What made all this much worse was that, at any moment, Henry knew he might try to slip something in Jackson’s food. Although he had searched himself thoroughly before leaving Maple Drive, Henry knew enough about the workings of the unconscious to know that he might have secreted Jackson’s quietus, without his being aw
are of the fact, anywhere about his person. He might even, thought Henry, have got up in the middle of last night, broken into Mehemet’s Cave of Pleasures and doctored a fragment of doner which he might then, by a process so subtle he himself would not even be aware of it, manage to steer in the direction of the publisher. The whole trouble with therapy, he reflected glumly, acknowledging that he was in the middle of some crude, stone age, do-it-yourself version of the activity, was that it stirred up things you never even knew were there. You got to know quite what a bastard you were, exactly how far you were in the grip of things that made you, to use Elinor’s phrase, ‘stunningly peculiar’.
He had even started reading books on therapy – although there didn’t seem to be many of them aimed at middle-aged men – and wondering whether he was something called an anal regressive. He was – Henry took another mouthful of cabbage – obsessed with farting and bottoms. This was something (according to one of the books he had read) you were supposed to have got out of your system by the age of five. Might his poisoning activity be a way of compensating for the unsatisfactory nature of his mother’s attempts to breastfeed him (he assumed from everything about himself that they were unsatisfactory, although he would never have dared to broach the subject with Mrs Farr Senior). Was he, in stalking about the place tipping solanaceous alkaloids into vats of rice salad, trying to provide nourishment for the dark impulses that, as Elinor was always pointing out, he had nourished for so long?
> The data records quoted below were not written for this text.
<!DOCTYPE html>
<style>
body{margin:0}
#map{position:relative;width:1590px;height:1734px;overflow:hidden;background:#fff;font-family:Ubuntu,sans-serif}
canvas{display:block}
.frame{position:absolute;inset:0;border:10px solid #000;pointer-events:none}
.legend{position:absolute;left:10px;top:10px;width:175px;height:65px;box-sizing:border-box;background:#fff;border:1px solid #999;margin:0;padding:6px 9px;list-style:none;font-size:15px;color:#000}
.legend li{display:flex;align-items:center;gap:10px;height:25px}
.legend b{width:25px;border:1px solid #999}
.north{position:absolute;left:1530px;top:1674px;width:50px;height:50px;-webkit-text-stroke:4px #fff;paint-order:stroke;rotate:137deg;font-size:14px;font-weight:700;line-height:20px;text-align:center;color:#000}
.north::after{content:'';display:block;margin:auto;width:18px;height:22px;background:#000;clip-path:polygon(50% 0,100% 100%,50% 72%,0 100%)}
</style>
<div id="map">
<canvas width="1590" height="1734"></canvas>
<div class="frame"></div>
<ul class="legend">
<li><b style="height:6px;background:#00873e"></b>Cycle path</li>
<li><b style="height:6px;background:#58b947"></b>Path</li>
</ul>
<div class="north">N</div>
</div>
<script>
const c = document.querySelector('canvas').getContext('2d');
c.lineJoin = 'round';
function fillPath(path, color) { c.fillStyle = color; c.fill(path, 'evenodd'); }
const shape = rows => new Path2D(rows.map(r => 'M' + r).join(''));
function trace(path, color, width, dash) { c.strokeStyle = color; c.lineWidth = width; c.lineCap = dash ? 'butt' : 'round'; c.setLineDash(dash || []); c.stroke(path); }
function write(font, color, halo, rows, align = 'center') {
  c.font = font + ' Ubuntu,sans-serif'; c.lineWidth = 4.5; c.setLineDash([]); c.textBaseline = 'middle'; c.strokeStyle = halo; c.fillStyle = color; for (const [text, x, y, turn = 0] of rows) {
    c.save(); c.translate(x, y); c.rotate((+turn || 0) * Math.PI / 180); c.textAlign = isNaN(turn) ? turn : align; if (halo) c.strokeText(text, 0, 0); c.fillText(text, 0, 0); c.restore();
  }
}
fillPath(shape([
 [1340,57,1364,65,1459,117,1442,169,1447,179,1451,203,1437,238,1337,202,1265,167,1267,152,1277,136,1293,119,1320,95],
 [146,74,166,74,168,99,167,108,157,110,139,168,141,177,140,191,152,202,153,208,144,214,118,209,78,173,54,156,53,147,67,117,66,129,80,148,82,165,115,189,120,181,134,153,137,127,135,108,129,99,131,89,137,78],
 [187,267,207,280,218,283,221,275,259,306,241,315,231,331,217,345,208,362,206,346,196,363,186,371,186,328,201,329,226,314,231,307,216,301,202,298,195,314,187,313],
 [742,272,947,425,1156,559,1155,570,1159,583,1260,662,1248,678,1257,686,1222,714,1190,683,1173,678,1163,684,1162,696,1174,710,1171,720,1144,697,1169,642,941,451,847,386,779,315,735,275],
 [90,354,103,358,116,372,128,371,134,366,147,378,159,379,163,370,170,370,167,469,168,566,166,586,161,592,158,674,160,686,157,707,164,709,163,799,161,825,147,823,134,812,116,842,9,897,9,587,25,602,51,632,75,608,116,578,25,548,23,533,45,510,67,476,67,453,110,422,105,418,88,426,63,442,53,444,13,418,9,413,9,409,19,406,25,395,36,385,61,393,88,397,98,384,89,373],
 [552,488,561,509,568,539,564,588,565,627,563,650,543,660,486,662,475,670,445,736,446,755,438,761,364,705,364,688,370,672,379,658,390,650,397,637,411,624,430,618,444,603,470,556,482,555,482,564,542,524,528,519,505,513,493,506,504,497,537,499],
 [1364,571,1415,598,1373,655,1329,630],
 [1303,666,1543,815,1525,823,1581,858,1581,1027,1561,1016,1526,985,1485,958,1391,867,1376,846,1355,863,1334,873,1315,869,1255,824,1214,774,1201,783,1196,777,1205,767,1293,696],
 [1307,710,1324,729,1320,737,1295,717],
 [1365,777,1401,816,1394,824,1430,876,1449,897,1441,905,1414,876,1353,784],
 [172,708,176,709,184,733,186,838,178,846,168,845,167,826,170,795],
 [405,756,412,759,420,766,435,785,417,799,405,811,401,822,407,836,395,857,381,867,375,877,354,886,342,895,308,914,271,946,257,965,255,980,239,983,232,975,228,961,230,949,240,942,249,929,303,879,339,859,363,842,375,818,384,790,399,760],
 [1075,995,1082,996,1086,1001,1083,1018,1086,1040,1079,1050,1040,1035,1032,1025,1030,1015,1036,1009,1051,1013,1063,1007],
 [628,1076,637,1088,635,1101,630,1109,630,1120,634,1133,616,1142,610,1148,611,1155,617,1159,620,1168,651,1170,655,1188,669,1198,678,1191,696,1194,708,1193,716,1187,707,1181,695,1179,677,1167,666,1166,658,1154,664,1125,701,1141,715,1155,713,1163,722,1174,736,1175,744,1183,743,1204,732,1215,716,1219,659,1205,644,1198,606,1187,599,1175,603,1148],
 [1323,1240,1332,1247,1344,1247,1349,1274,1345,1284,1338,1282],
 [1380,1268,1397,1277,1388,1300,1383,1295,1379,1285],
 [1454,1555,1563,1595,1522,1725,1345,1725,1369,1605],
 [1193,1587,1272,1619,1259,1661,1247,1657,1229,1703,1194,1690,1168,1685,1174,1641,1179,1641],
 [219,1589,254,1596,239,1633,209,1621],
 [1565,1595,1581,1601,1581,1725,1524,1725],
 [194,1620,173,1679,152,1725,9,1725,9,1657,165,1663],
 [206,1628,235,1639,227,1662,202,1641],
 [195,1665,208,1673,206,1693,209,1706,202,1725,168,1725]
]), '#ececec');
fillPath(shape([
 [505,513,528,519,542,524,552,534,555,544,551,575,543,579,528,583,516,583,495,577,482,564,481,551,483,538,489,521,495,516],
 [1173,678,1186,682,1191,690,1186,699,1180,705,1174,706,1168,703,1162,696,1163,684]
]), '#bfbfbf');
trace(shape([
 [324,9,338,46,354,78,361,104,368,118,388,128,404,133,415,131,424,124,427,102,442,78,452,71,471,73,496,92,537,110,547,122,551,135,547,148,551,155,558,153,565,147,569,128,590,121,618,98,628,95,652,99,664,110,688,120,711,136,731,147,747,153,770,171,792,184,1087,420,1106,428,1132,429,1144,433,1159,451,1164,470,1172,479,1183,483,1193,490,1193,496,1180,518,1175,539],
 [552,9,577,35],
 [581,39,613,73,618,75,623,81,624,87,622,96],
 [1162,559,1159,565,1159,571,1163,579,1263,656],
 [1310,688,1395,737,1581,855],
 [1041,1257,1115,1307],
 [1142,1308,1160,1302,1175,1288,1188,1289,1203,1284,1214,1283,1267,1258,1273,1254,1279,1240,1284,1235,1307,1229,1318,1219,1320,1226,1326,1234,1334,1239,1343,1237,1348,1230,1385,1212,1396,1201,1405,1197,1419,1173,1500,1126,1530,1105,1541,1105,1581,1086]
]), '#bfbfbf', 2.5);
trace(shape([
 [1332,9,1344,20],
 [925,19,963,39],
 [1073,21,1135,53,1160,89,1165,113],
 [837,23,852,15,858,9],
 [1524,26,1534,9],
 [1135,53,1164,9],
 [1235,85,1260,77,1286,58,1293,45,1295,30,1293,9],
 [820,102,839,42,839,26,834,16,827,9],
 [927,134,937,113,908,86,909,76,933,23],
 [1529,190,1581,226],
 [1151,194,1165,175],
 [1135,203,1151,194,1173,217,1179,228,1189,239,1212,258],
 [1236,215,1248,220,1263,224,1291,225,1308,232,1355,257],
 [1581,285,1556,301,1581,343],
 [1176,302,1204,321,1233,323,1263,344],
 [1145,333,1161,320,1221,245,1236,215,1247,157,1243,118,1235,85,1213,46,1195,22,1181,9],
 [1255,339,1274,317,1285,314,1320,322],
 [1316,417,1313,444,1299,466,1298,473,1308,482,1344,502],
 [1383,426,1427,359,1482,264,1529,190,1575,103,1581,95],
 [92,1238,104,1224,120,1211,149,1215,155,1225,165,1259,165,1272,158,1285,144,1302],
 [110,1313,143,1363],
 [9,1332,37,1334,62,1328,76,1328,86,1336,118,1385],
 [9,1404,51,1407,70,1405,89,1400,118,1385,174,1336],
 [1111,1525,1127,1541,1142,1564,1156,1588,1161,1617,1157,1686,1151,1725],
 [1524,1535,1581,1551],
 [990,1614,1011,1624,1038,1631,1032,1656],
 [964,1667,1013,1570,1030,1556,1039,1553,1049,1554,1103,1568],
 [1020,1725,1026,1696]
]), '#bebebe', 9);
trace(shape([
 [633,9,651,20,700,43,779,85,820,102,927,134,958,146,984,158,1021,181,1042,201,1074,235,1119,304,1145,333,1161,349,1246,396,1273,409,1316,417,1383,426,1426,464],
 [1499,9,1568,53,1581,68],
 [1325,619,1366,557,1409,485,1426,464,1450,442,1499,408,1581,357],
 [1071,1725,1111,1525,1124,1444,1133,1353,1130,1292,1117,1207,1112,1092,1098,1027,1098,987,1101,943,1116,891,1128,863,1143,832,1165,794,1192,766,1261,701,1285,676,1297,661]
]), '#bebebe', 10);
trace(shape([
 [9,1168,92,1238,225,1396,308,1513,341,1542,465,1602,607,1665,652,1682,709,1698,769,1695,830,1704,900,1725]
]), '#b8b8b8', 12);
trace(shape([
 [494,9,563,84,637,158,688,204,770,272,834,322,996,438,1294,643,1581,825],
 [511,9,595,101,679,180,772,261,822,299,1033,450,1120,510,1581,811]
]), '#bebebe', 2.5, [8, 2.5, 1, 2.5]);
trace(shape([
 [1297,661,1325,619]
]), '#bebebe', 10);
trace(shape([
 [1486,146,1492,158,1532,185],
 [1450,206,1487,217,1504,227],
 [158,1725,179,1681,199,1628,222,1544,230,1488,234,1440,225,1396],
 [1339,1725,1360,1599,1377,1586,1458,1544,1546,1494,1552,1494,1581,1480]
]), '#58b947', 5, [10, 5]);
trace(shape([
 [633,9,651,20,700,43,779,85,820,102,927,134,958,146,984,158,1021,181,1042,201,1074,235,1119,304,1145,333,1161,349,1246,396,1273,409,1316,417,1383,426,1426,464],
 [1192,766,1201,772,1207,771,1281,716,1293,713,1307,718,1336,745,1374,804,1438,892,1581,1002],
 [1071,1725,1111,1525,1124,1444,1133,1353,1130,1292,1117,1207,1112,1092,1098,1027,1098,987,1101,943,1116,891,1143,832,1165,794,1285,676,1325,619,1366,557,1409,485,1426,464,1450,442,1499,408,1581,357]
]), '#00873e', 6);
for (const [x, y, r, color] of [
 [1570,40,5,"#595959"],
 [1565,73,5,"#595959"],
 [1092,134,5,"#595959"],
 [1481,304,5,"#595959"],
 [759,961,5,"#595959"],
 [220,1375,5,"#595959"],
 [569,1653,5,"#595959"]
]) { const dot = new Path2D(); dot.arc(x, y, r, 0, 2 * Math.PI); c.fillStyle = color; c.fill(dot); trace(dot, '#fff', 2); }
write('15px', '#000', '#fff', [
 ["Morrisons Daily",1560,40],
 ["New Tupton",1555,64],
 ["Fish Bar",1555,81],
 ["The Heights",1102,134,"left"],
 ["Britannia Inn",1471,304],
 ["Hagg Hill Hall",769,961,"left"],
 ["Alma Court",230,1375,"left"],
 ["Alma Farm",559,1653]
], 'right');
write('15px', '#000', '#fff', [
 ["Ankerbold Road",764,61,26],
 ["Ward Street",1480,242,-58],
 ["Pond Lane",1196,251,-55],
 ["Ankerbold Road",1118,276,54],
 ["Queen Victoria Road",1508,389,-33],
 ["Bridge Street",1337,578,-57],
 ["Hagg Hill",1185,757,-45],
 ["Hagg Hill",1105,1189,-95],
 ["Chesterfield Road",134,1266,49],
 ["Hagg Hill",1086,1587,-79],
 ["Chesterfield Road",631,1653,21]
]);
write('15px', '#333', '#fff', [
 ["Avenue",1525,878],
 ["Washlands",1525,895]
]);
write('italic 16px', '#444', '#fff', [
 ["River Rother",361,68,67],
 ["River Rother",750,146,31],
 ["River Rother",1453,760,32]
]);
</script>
‘Is your wife green?’ Jackson was saying to Henry.
Ah ha, thought Henry, at last the insult, carefully led up to by a show of politeness to put you off your guard. No, she’s blue with pink spots. What colour is yours?
‘Because,’ went on Jackson, chewing his chicken kebab very slowly and thoroughly, ‘I rather go along with the ecological aspect to the poisoning case. Poisoning as a way of controlling the environment, say, of purging it of the things that one sees as unhealthy. But purging it, of course, by making it, as we would say, “worse”. Do you take my meaning?’